Segment Open

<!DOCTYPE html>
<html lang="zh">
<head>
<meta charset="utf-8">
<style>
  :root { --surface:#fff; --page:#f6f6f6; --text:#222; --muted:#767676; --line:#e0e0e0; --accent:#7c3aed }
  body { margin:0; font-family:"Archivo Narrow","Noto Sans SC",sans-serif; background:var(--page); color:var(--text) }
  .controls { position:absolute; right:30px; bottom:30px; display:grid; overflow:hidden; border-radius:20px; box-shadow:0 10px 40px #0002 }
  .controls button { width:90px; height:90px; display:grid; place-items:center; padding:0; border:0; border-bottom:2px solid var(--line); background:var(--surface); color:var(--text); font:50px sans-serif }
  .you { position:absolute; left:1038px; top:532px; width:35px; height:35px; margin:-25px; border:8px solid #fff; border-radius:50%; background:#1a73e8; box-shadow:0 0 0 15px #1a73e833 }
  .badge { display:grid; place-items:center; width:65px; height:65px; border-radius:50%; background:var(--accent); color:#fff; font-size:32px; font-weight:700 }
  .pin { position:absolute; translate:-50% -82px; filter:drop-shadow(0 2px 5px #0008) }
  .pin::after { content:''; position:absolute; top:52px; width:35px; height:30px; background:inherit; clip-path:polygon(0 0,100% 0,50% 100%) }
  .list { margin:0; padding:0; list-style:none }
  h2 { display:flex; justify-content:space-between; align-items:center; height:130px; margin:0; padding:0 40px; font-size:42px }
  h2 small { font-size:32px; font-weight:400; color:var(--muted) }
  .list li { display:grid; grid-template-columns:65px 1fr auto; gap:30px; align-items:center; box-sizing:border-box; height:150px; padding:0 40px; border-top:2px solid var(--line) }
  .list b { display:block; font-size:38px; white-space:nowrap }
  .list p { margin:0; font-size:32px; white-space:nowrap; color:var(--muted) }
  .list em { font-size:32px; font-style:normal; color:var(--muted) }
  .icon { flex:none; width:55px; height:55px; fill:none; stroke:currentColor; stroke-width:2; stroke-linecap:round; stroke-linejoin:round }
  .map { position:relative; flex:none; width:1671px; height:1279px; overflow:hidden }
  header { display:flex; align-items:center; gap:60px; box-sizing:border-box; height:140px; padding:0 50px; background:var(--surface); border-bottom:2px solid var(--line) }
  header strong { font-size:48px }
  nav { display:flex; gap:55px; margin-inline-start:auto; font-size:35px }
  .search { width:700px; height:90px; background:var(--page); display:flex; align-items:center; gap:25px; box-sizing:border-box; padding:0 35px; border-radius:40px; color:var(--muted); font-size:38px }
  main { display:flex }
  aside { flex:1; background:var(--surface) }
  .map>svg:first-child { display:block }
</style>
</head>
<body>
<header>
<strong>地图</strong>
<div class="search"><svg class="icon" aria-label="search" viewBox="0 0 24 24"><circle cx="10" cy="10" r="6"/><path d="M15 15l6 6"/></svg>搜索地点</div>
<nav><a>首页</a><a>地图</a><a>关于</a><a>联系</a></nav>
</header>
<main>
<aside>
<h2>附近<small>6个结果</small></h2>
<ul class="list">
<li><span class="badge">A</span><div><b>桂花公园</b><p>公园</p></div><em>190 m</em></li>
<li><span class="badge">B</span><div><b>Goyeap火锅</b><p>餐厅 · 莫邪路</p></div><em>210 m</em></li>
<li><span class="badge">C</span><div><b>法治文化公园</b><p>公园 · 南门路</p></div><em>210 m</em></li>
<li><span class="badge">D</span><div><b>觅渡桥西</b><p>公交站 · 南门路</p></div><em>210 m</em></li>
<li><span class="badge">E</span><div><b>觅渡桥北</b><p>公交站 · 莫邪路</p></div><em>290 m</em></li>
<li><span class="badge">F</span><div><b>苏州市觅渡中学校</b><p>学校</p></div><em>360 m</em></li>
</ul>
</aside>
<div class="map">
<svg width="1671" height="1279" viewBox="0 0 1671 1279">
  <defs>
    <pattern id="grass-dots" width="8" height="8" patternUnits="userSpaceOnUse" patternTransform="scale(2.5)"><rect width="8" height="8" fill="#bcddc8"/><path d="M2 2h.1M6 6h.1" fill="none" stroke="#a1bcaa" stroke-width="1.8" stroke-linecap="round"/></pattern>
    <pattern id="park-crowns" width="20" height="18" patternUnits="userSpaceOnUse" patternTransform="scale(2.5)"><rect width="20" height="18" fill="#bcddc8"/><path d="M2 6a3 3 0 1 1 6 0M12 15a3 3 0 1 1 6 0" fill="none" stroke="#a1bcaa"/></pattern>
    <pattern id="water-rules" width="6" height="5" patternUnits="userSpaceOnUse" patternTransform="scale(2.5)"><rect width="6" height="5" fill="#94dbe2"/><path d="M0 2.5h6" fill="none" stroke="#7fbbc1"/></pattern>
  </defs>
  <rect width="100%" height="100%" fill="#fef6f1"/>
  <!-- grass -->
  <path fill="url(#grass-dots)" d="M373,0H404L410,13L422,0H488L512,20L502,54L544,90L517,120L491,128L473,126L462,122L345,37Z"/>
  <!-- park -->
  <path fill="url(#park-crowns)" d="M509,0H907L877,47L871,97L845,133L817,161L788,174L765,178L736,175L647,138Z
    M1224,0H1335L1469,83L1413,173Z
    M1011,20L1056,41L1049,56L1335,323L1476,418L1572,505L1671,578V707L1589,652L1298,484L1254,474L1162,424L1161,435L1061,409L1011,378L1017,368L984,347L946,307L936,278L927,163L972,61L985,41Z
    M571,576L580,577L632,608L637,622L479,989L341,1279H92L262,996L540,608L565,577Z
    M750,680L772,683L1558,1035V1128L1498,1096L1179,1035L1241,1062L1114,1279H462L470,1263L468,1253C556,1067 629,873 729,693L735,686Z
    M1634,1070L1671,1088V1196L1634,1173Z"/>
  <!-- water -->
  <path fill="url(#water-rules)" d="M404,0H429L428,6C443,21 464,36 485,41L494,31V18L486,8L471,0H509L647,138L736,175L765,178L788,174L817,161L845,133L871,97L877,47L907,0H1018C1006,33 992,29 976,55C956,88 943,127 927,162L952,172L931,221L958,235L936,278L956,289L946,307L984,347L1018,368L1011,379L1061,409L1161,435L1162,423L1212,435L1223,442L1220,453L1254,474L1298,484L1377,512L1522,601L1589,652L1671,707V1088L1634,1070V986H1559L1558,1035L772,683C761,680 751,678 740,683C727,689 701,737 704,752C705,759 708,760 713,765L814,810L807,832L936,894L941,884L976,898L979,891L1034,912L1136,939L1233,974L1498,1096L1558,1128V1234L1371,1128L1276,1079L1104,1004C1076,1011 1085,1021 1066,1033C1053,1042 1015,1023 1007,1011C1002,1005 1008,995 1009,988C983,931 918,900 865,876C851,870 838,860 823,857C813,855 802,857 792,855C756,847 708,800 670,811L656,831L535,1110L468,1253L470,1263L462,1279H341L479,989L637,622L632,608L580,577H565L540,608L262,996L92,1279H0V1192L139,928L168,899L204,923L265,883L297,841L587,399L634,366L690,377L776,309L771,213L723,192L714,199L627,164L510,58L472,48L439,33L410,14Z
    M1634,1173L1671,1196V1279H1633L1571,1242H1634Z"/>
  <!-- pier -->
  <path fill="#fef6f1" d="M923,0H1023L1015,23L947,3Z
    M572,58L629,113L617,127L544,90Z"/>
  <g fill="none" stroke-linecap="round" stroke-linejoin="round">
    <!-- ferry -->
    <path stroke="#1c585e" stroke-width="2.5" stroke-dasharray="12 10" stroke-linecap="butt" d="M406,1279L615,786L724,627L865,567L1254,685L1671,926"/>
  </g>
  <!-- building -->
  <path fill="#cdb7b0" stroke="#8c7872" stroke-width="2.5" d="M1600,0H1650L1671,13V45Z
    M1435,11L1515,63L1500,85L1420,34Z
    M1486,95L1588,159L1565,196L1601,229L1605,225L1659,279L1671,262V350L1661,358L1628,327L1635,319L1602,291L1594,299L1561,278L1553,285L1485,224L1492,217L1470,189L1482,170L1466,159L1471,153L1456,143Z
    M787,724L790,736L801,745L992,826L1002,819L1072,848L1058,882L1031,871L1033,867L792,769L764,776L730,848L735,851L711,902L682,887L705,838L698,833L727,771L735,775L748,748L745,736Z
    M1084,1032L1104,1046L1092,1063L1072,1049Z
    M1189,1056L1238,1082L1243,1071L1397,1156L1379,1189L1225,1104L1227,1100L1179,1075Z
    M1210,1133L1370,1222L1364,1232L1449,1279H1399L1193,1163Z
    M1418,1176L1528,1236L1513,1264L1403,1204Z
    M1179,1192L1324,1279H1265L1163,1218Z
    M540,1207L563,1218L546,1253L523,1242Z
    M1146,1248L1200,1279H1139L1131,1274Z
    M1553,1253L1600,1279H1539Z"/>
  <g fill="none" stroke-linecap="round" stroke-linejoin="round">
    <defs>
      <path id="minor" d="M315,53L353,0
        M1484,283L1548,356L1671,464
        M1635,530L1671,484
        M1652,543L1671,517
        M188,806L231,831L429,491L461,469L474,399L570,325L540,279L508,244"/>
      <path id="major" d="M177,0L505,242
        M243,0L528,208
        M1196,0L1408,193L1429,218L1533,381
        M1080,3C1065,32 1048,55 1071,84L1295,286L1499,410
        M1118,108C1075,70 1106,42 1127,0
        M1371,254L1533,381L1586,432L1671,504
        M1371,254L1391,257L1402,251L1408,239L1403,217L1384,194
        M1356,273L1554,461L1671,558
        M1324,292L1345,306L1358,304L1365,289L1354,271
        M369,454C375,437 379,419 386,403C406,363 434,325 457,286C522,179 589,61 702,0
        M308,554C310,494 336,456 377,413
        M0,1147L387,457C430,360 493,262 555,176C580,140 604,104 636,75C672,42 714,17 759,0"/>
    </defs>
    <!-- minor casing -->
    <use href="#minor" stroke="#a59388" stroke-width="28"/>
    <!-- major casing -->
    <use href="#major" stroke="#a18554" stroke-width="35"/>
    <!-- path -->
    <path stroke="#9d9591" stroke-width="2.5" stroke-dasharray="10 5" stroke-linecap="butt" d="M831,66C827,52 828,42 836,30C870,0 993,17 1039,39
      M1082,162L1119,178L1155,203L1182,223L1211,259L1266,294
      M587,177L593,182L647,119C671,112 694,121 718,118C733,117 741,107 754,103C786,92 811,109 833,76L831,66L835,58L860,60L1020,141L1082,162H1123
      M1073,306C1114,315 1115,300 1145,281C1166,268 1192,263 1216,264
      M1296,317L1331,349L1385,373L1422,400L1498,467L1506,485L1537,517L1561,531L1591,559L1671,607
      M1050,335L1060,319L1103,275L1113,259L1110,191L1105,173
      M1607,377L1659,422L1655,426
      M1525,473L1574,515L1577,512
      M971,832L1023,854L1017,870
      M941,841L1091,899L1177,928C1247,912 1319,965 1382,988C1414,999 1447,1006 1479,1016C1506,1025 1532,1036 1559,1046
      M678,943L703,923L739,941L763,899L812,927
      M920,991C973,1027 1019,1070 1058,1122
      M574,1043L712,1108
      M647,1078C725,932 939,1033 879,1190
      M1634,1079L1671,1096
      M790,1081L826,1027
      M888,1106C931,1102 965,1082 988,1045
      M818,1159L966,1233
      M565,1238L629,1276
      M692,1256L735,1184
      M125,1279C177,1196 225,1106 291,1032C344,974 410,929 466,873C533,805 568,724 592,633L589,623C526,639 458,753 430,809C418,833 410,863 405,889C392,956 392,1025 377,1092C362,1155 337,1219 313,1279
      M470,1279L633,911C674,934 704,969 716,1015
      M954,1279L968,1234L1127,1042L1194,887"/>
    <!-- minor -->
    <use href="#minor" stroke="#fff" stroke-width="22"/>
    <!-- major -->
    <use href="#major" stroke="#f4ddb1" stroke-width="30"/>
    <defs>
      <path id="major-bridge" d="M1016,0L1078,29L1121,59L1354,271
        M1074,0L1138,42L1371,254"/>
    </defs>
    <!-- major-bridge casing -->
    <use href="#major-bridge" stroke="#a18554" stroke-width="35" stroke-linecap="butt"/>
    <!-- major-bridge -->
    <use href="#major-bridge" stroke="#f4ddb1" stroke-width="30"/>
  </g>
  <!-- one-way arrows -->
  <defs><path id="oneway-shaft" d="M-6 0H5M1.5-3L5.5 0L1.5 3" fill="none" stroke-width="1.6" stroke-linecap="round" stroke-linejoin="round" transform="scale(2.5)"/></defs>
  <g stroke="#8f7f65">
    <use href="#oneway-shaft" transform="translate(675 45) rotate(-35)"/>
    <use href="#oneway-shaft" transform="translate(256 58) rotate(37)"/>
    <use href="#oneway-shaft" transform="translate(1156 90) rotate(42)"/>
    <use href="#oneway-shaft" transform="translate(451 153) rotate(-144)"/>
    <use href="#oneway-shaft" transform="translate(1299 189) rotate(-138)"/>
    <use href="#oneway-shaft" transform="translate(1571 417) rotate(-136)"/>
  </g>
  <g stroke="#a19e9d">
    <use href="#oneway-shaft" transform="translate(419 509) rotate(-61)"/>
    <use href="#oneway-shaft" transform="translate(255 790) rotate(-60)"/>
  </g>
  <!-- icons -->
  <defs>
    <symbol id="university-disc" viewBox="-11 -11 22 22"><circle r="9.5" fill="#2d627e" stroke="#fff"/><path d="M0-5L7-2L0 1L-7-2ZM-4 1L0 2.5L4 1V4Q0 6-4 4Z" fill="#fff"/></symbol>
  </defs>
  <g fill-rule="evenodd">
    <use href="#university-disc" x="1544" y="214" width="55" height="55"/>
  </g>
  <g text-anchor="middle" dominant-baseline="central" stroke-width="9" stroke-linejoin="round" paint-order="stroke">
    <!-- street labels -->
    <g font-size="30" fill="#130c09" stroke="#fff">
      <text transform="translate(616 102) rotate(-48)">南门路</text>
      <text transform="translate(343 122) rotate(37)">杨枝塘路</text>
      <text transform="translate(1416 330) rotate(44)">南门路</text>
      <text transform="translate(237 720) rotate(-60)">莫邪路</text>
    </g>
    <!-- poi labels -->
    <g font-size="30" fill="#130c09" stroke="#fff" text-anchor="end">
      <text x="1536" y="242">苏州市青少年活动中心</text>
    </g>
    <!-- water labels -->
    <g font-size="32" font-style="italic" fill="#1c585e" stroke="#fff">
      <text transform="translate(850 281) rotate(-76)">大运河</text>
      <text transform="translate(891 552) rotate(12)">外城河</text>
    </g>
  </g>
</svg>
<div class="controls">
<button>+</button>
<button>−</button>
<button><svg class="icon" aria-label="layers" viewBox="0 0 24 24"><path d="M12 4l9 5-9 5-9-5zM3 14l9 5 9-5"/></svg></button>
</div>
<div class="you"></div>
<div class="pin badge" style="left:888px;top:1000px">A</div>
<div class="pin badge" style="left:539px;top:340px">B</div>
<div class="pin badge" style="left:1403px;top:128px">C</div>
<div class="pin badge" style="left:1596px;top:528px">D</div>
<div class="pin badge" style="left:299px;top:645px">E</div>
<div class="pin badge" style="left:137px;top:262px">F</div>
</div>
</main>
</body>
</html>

Segment Closed

In restating the data, begin at its first line, reproduce each line word for word, and conclude with the line that contains "font-size:32px; font-weight:400; color:var(--muted)".

<!DOCTYPE html>
<html lang="zh">
<head>
<meta charset="utf-8">
<style>
  :root { --surface:#fff; --page:#f6f6f6; --text:#222; --muted:#767676; --line:#e0e0e0; --accent:#7c3aed }
  body { margin:0; font-family:"Archivo Narrow","Noto Sans SC",sans-serif; background:var(--page); color:var(--text) }
  .controls { position:absolute; right:30px; bottom:30px; display:grid; overflow:hidden; border-radius:20px; box-shadow:0 10px 40px #0002 }
  .controls button { width:90px; height:90px; display:grid; place-items:center; padding:0; border:0; border-bottom:2px solid var(--line); background:var(--surface); color:var(--text); font:50px sans-serif }
  .you { position:absolute; left:1038px; top:532px; width:35px; height:35px; margin:-25px; border:8px solid #fff; border-radius:50%; background:#1a73e8; box-shadow:0 0 0 15px #1a73e833 }
  .badge { display:grid; place-items:center; width:65px; height:65px; border-radius:50%; background:var(--accent); color:#fff; font-size:32px; font-weight:700 }
  .pin { position:absolute; translate:-50% -82px; filter:drop-shadow(0 2px 5px #0008) }
  .pin::after { content:''; position:absolute; top:52px; width:35px; height:30px; background:inherit; clip-path:polygon(0 0,100% 0,50% 100%) }
  .list { margin:0; padding:0; list-style:none }
  h2 { display:flex; justify-content:space-between; align-items:center; height:130px; margin:0; padding:0 40px; font-size:42px }
  h2 small { font-size:32px; font-weight:400; color:var(--muted) }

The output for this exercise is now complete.